▶ Assigned task: Working through the lines below, return each one that holds "tools".

▶ Stored data:
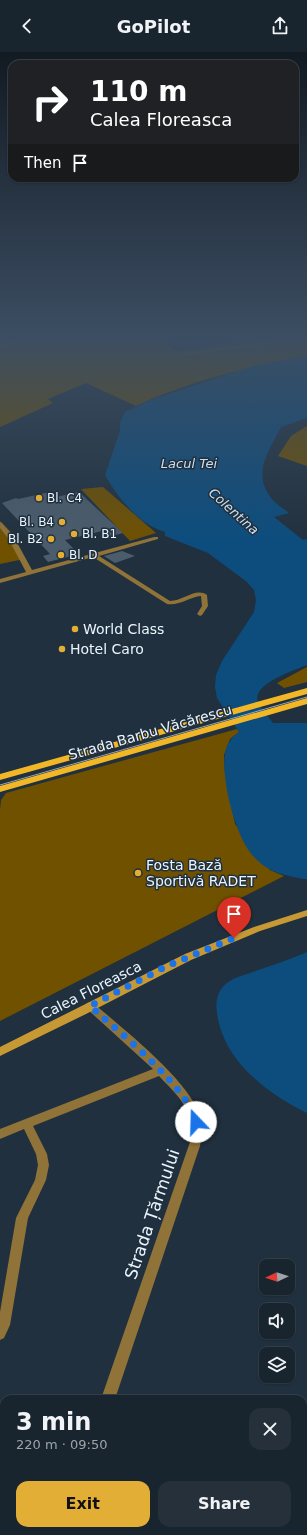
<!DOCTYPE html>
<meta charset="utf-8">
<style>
body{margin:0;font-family:"DejaVu Sans",sans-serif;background:#25303a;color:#f1f3f6;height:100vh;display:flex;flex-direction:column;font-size:15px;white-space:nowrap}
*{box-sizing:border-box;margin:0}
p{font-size:13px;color:#9fa4aa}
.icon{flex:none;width:22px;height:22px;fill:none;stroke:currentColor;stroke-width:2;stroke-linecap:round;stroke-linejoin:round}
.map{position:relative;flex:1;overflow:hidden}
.drawer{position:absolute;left:0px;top:1343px;width:307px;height:140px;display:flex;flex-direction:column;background:#18242e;border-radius:12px 12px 0 0;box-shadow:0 1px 3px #0004,0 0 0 1px #36414a}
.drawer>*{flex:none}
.top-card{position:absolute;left:8px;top:8px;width:291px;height:122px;border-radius:12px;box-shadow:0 1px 3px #0004,0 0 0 1px #36414a;background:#202124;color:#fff;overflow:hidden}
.needle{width:26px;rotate:266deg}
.tools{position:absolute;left:259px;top:1207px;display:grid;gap:8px}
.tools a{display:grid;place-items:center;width:36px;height:36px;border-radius:8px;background:#18242e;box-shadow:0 1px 3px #0004,0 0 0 1px #36414a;font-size:20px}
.pin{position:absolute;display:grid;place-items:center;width:34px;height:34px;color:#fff;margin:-41px -17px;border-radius:50% 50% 50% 0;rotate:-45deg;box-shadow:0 0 4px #0007}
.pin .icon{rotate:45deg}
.me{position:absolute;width:44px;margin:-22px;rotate:339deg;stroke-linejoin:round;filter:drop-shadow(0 0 3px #0008)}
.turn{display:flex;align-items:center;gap:14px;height:84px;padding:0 16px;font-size:18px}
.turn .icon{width:52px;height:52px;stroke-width:2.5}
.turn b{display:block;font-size:28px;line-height:34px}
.then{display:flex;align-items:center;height:38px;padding:0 16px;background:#0003;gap:8px;font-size:15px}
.round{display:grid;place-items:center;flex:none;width:42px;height:42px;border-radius:12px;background:#25303a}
.summary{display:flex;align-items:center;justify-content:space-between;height:68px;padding:0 16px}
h1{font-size:24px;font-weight:600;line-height:30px}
.primary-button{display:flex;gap:8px;margin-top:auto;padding:8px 16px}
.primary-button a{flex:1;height:46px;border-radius:12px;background:#e3ae35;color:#111;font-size:16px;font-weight:600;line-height:46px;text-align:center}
.primary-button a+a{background:#25303a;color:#f1f3f6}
header{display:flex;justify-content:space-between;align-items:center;height:52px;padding:0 16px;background:#18242e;font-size:18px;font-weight:600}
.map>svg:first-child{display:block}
.green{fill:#705100}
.water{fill:#0c4d7e}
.building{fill:#4b5c6c}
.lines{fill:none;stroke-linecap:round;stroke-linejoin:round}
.street{fill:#907339;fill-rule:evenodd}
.secondary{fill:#c79934;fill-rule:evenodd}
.primary{fill:#f2b726;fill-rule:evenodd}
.tram{stroke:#9ba8b3;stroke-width:1}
.route{stroke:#1a73e8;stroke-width:7;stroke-dasharray:0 12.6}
.poi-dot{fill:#e3ae35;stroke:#20303e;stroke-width:1.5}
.labels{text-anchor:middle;stroke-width:3;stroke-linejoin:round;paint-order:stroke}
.far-poi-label{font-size:12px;fill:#ebf5fe;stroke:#20303e;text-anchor:start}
.far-water-label{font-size:13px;font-style:italic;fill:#ccdff0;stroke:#20303e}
.poi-label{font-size:14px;fill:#ebf5fe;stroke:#20303e;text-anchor:start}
.street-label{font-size:14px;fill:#ebf5fe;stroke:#20303e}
.near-street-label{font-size:17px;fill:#ebf5fe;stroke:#20303e}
</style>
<header><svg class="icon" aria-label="back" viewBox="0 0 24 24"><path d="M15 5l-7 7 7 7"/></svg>GoPilot<svg class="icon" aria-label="share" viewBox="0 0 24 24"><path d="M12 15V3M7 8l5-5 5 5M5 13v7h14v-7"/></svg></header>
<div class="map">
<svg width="307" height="1483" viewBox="0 0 307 1483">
<rect width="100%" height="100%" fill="#20303e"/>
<!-- green -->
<path class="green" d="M0,285H154L177,299L283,285H307V304C249,315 190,329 136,354L86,331L48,347L53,351L0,375Z
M307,374V414L278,404L291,384Z
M103,435L156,481L130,489L81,437Z
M0,469L10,479L24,507L0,512Z
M307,615V630L284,636L277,631Z
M237,677L239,680L230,687L224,703L225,722L235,772L270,818L284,824L0,969V758L1,748L6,741Z
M72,1479H254L253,1483H70Z"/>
<!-- water -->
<path class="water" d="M307,304V366L281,375C269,399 251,422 272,447C276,452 284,457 289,461L274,465L303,488L307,487V613C295,618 251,632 258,650C261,657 268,664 273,671H307V827H304C287,824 270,821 257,808C236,790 221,728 225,702C226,692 231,686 239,680L217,646L215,635L216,623L222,609L254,560L256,548L254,538L247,530L208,501L165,484V480C138,472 118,446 105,423L120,379V370L125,360L150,348L257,313Z
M307,900V1061C266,1041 223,1008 217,961C215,948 218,936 230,929C234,926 241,924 247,922C267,915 287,909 307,900Z"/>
<!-- building -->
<path class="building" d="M50,440L56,445L79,440L123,481L108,485L102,479L65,488L79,502L48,510L43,504L50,502L2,451L16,446L18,447Z
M122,499L135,504L115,511L104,504Z"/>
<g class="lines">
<!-- street -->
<path class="street" d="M43,285H51L0,294V292Z
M300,285H307V286L183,303L181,302Z
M0,470L2,471L14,485L32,518L154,485H158V487L99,504L170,549C183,549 196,535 207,543L208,554L202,563L200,564L197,562L202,554L201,544C189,545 180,554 167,552L93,505L0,531V527L26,520L8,486L0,476Z
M90,950L93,951C122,976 189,1028 200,1064C203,1074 202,1084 200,1094L115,1347H101L190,1090C195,1058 179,1045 159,1024L33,1074L47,1102L49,1113L46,1128L28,1166L10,1273L4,1286L0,1288V1260L16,1166L35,1128L38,1113L36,1102L24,1077L0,1087V1077L153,1017L87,957L85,954L87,951Z
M25,1479H39L37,1483H23Z
M55,1479H69L68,1483H54Z"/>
<!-- secondary -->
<path class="secondary" d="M307,858V864L260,879L191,908L86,962L0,1004V995L185,902L254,875Z"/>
<!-- primary -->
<path class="primary" d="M307,636V642L0,728V722Z
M307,646V652L0,740V734Z"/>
<!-- tram -->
<path class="tram" d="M0,733L307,645"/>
</g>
<!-- sky -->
<linearGradient id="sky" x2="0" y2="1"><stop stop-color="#121a22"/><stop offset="0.58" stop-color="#3c4e63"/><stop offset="1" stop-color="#3c4e63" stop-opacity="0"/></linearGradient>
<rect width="307" height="492" fill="url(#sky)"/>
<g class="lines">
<!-- route -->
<path class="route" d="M196,1070C189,1036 118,979 90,954L167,914L234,886"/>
</g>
<!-- markers -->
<g class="poi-dot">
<circle cx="39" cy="446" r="4"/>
<circle cx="62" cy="470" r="4"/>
<circle cx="74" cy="482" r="4"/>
<circle cx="51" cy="487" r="4"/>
<circle cx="61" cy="503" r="4"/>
<circle cx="75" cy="577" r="4"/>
<circle cx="62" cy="597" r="4"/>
<circle cx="138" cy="821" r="4"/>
</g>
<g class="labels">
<!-- far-poi labels -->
<g class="far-poi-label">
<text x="47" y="450">Bl. C4</text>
<text x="54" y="474" text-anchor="end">Bl. B4</text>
<text x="82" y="486">Bl. B1</text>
<text x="43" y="491" text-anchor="end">Bl. B2</text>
<text x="69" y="507">Bl. D</text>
</g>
<!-- far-water labels -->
<g class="far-water-label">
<text x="189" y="416">Lacul Tei</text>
<text transform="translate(234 459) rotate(42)" y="5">Colentina</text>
</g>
<!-- poi labels -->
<g class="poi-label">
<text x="83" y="582">World Class</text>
<text x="70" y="602">Hotel Caro</text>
<text x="146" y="818">Fosta Bază<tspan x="146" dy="16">Sportivă RADET</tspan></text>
</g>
<!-- street labels -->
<g class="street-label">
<text transform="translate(150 680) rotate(-16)" y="5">Strada Barbu Văcărescu</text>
<text transform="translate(91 938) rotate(-27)" y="5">Calea Floreasca</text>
</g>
<!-- near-street labels -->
<g class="near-street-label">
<text transform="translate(152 1162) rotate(-71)" y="6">Strada Țărmului</text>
</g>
</g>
</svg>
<div class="tools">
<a><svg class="needle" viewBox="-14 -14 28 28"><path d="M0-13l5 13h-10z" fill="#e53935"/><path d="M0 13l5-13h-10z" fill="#9fa4aa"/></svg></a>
<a><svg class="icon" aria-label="sound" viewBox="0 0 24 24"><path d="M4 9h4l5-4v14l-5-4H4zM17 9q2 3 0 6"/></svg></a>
<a><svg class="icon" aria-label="layers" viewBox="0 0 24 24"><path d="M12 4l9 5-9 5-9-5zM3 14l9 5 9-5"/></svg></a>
</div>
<div class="pin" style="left:234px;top:886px;background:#d93025"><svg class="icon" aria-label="arrive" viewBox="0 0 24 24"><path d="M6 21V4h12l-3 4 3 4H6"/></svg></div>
<svg class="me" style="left:196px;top:1070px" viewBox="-20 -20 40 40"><circle r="19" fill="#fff"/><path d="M0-13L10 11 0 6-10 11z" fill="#1a73e8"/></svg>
<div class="top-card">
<div class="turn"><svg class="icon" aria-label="right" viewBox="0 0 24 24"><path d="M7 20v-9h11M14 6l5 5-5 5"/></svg><div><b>110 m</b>Calea Floreasca</div></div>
<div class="then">Then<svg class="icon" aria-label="arrive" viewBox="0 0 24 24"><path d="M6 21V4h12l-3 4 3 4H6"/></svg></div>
</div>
<section class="drawer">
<div class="summary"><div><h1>3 min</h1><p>220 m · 09:50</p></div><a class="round"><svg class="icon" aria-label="close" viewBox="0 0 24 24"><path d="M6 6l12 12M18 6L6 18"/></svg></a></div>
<div class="primary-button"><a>Exit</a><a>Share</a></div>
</section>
</div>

▶ Answer for the task:
.tools{position:absolute;left:259px;top:1207px;display:grid;gap:8px}
.tools a{display:grid;place-items:center;width:36px;height:36px;border-radius:8px;background:#18242e;box-shadow:0 1px 3px #0004,0 0 0 1px #36414a;font-size:20px}
<div class="tools">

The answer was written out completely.